You might benefit from reading a few articles about how professional artists reproduce their original works. Try Googling “how to turn paintings into prints”. Of course, you can ignore the digitisation aspect, though it’s interesting to read about the ink and paper selections. The main thing I took away from the process of professional artists was the importance of archival longevity (I think this is mainly due to the fact they are selling their prints). For us regular folk producing ‘art’ for our very own walls it seems similar (if not identical) visual results can be achieved using alternate, albeit qualitative, products.
I guess the key is researching different print shops and what they offer.

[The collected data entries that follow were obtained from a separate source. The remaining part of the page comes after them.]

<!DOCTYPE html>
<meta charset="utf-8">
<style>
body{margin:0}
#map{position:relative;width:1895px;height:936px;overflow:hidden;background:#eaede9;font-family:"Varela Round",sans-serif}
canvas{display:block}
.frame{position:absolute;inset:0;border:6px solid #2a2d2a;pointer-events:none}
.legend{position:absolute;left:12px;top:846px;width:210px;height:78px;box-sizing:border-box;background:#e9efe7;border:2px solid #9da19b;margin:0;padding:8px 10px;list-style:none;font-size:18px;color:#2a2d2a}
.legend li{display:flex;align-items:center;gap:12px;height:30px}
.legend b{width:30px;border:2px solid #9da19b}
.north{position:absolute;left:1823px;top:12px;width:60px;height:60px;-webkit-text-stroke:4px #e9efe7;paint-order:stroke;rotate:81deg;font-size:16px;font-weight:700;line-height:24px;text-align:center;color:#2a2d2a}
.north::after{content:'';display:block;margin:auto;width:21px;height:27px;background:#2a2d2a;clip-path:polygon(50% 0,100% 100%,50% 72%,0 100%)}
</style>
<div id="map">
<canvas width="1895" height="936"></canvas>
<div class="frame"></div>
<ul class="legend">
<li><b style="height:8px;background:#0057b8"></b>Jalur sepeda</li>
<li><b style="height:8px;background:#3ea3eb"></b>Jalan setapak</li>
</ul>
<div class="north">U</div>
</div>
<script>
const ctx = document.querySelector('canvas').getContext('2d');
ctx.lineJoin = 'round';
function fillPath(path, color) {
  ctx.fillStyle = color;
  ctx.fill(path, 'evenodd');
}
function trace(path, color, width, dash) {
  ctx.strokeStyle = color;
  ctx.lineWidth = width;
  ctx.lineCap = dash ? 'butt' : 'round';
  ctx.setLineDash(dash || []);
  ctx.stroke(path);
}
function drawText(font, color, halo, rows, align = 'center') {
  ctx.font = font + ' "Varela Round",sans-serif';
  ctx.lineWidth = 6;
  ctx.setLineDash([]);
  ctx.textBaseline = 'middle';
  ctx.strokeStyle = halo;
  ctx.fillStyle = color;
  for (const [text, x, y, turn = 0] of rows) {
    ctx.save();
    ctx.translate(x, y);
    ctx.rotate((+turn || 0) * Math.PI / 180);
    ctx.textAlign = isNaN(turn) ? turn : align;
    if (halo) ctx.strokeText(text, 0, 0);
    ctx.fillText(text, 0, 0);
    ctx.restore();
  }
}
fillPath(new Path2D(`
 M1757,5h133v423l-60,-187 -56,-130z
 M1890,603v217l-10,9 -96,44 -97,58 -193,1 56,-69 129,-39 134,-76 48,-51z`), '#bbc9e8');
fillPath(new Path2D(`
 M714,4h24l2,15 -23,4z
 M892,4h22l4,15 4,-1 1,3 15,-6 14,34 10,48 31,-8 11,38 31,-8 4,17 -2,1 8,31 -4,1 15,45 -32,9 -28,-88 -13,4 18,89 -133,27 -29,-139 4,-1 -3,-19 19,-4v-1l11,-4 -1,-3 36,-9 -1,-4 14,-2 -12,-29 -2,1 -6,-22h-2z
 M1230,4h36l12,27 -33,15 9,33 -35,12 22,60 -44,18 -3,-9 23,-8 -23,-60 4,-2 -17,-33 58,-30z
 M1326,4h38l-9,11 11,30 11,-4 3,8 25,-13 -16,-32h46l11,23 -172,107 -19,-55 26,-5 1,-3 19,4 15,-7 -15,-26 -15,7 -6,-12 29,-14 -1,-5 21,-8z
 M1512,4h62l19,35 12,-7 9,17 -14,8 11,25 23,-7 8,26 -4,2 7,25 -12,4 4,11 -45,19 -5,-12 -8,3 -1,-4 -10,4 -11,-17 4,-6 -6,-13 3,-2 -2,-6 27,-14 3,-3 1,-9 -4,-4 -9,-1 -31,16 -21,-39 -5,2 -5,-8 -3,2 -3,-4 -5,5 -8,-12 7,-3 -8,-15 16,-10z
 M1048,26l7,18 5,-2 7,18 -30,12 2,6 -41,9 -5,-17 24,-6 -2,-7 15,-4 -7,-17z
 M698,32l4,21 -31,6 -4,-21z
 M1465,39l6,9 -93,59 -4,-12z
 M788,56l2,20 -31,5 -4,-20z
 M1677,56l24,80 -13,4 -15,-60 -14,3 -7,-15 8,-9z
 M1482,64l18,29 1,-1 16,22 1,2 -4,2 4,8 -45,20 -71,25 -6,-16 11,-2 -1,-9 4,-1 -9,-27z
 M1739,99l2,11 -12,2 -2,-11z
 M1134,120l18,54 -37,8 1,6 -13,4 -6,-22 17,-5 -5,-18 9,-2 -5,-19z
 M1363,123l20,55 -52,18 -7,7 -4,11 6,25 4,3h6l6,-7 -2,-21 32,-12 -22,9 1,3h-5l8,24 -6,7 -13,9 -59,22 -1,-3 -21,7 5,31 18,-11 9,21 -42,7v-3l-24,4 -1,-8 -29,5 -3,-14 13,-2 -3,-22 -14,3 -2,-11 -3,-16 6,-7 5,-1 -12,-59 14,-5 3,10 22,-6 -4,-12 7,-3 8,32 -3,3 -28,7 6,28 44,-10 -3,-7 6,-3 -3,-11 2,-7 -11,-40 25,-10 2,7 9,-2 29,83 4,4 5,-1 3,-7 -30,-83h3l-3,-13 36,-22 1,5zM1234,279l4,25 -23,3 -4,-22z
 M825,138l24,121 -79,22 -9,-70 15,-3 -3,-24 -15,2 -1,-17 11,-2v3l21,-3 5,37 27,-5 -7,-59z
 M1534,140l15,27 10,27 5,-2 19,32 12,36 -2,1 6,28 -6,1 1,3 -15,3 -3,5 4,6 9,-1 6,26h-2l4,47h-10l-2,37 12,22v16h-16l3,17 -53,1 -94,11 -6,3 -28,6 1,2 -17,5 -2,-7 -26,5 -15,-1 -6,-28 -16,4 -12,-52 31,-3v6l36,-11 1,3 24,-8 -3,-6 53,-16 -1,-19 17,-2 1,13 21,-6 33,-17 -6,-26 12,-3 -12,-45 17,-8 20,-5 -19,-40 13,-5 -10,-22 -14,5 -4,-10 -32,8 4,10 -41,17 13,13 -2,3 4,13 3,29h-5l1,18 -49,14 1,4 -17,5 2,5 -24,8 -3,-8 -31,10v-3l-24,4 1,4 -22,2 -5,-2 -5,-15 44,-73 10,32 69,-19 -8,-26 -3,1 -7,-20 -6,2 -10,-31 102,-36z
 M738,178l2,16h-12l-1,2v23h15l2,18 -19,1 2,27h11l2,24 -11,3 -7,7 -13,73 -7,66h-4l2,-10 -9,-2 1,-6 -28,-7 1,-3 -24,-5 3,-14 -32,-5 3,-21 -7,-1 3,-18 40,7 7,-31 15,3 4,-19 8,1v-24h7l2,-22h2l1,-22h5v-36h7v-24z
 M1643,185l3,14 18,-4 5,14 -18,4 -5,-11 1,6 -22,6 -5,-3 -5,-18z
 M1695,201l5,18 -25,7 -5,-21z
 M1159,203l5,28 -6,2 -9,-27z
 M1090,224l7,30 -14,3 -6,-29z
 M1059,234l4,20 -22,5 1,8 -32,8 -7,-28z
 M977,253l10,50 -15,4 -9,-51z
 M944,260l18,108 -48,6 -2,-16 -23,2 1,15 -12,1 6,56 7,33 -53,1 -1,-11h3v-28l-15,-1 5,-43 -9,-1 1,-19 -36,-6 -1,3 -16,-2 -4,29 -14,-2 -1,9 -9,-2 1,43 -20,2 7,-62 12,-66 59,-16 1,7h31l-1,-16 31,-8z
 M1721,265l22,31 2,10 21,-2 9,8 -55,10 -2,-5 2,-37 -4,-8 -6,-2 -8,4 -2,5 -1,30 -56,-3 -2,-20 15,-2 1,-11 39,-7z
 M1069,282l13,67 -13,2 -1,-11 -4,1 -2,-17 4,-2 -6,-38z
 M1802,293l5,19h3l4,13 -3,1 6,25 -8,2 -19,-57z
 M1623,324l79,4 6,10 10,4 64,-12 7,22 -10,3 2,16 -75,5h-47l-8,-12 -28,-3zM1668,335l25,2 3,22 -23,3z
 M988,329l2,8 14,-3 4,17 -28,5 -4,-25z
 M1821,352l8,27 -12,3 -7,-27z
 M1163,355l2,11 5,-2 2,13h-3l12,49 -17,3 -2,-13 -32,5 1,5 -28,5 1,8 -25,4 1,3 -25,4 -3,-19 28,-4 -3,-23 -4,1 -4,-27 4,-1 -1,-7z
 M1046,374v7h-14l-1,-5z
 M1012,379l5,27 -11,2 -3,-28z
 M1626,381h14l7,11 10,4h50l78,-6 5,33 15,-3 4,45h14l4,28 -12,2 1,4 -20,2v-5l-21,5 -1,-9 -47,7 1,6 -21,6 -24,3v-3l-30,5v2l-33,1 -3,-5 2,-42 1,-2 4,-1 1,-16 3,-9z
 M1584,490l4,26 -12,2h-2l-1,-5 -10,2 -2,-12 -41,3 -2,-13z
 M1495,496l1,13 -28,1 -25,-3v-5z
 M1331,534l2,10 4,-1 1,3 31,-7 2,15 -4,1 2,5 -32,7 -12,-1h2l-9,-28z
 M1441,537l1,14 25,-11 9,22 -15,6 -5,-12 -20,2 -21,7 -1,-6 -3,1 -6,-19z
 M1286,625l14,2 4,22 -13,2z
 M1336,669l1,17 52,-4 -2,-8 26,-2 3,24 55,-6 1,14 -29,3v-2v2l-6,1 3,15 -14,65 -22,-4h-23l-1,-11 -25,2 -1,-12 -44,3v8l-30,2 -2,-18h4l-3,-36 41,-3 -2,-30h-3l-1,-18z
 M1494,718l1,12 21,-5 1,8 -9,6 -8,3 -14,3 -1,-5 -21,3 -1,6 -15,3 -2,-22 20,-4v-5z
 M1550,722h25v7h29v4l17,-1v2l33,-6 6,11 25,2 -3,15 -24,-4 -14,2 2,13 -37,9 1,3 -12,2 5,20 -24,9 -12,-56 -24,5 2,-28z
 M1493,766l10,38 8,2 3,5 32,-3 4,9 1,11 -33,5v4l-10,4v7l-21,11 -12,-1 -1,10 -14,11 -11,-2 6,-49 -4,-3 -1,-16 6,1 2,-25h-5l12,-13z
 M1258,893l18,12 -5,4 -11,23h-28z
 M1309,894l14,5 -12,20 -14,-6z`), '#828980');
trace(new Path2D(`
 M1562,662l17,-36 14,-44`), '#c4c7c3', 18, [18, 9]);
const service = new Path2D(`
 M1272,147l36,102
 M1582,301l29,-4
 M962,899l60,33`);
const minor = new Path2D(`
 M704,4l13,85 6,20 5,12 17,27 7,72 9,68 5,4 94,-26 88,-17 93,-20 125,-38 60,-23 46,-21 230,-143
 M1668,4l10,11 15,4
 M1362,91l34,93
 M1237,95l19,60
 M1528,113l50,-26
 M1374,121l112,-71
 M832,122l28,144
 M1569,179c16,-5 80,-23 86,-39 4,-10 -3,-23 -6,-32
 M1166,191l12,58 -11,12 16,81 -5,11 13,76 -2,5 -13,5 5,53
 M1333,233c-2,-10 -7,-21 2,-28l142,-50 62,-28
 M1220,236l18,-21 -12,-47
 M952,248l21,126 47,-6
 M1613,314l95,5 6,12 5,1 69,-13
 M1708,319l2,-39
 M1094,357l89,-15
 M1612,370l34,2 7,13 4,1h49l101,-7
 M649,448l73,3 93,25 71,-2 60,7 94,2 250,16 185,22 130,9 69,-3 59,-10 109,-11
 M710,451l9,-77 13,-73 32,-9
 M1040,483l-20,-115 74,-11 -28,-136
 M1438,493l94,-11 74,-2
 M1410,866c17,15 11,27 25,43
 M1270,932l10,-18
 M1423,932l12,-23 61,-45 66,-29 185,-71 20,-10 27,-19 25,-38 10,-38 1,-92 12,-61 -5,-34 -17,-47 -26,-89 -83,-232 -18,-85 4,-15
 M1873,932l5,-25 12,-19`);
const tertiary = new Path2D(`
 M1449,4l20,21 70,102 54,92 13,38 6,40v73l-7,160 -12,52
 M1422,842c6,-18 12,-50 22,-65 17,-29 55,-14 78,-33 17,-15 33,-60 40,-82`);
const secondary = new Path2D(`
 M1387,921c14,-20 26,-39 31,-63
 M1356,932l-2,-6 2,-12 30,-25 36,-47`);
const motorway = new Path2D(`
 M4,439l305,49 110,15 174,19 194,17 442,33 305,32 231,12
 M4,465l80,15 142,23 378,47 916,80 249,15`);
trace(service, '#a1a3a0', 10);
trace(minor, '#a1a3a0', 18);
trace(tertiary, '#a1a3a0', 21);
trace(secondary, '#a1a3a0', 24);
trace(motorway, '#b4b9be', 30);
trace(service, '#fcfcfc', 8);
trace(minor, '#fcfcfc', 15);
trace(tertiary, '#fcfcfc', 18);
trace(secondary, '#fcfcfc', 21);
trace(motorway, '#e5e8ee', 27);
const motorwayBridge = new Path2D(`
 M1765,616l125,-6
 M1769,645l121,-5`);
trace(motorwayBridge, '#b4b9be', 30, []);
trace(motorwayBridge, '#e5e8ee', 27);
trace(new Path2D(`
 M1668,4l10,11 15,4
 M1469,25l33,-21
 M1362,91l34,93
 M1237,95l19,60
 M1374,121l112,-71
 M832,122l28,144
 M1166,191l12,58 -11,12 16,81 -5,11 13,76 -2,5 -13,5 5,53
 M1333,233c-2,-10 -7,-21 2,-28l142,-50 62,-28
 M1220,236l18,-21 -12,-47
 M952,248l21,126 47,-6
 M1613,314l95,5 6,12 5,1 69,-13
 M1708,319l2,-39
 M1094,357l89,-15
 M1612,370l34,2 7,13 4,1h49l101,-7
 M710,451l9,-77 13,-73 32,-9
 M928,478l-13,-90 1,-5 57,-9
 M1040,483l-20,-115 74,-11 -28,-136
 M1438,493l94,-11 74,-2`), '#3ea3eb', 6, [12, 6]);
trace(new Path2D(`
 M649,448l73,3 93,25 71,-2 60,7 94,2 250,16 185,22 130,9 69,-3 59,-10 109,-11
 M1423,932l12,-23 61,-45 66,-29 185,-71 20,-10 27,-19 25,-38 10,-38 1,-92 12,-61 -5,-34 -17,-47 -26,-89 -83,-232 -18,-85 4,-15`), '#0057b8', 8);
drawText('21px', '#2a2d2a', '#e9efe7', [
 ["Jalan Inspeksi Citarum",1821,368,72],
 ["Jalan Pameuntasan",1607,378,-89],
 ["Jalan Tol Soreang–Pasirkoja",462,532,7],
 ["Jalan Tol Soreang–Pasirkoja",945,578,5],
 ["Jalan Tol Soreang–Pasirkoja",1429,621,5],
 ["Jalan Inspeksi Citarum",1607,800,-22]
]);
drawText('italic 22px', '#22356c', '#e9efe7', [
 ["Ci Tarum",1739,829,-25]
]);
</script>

Fabulous post! I wish other bloggers would take a cue from you and provide such high-quality, thoughtful, and well-presented info. PINNED!
Aw, thanks Cathleen.
You are so right Cathleen; so many bloggers try to post every day and it ends up being the same old stuff rehashed but we can rely on Princess Mary to deliver fantastic posts every time.
Thank you Julie. I just hope I can sustain this crazy pace of mine ;-)
No, seriously, I write each post in the hope of sharing something that will be appreciated so it means a lot reading comments like yours.
this is awesome. I am so excited to make some gifts using these programs. cheers
Hi Kristine. Always love to see your posts and keeping in touch via Facebook. I’ve brought back my linky party Thriving on Thursdays, from a 12 month absence and I’d love for you to link up. Hope to see you there.
Anne @ Domesblissity
LOVE IT!! Great idea, and thank you for the real life helpful list of programs along with the costs. I’m going to use this idea for making cards.
Hi Kristine. Thanks so much for linking up to Thriving on Thursdays last week. I love this post and can’t wait to try it. Hope you enjoyed your time away. A beautiful spot. I’m featuring this one at tomorrow’s party. Thanks for coming.
Anne @ Domesblissity
Thanks so much for the feature Anne.
Thanks for all the links. I use Photoshop Elements, but I’m interested to see what some of the other programs you suggested have to offer. Came over from Domesblissity. Pinning.
Photoshop is so fantastically diverse though can be tricky in terms of painterly effects. Some of the purpose programs make is soooo easy. Hope you have fun!
Very cool. With the right frame these images can definitely give any home an exclusive look. I will be sure to look more into this. Great post!